According to Tannehill, putting together an open is pretty routine at this point and typically only takes him 20 minutes. He then spends the morning finding good content for the show and topics he can build off of.

While Tannehill’s opens have become a staple, his work goes far beyond that. When someone retires, is traded away or gets fired, he’s ready with a career retrospective package, often set to the theme song from “Goodfellas.” For any guest that is brought onto the show, Tannehill has an extremely well-thought-out production package ready to roll.

“The ultimate compliments are when there’s a guest on, whether it’s a celebrity or a journalist, and the first thing you hear from them when they are welcomed on the air is ‘man that was a hell of an open,’ or ‘holy cow, what I just heard, that’s incredible,’” said Rosen. “And that’s Chris Tannehill.”

“There have been many times where a guest will notice something that’s been played and it will immediately make them feel more comfortable,” said Spiegel. “It does some of the work that the host is usually supposed to do which is to get the guests comfortable and feeling like we care right away.”

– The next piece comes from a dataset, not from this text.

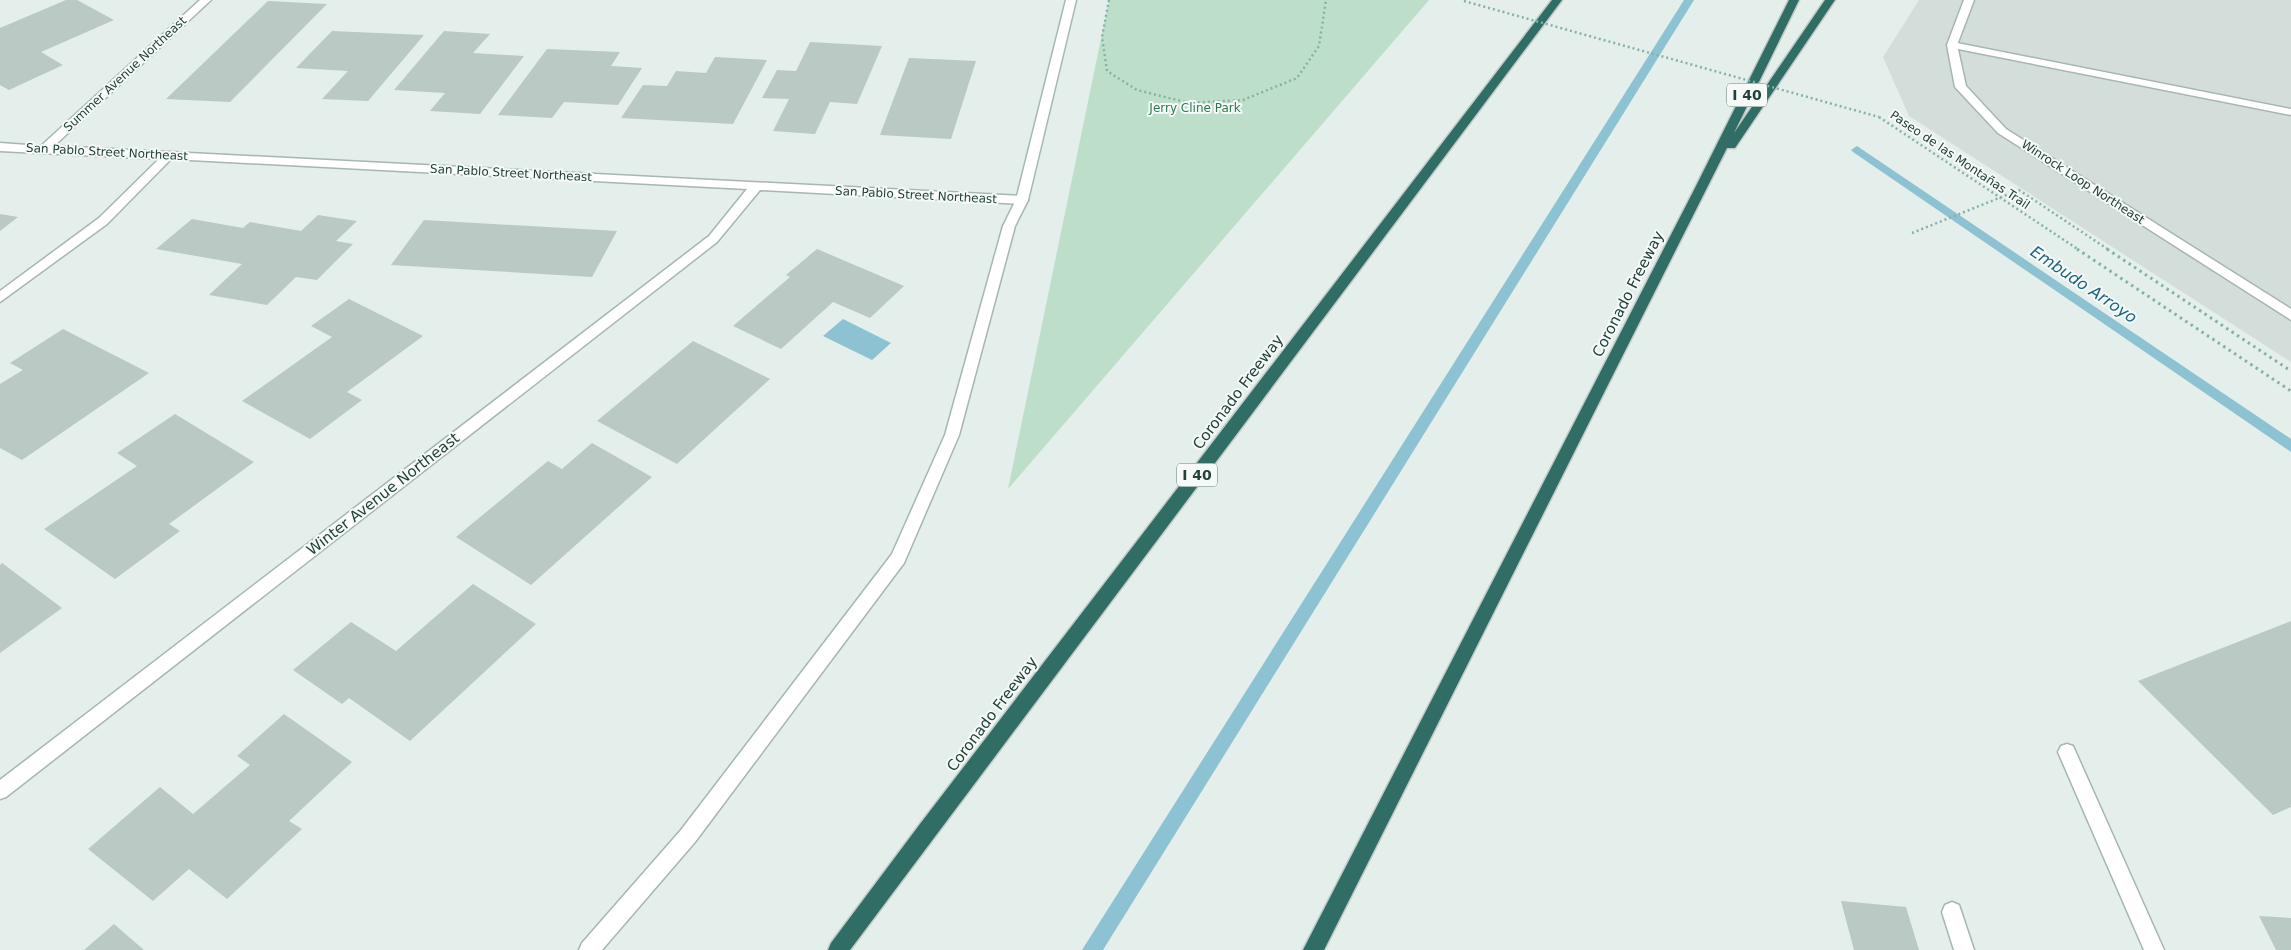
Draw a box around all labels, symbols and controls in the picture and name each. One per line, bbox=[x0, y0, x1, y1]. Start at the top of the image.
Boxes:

What’s helped make this process so turnkey over the years is Tannehill’s unique process for logging sound in which he saves every show he’s ever worked on in its entirety. Unbeknownst to many, Tannehill has a keen ability to recall specific moments and bring them back at just the right time.

“He’s able to turn things that nobody else would think to turn something into, into magic,” said Riordan. “He’s unreal.”

While he’s constantly pulling original audio clips to use throughout various shows, this process has allowed him to create longer montages for larger events that no one in the business can replicate.

Frank Thomas’ Hall of Fame induction, Vin Scully’s retirement and the Cubs’ World Series highlight just a few of the more in-depth pieces he’s put together. Depending on the project, Tannehill could spend up to a year working on it, adding bits and pieces every step of the way throughout a team’s season or playoff run.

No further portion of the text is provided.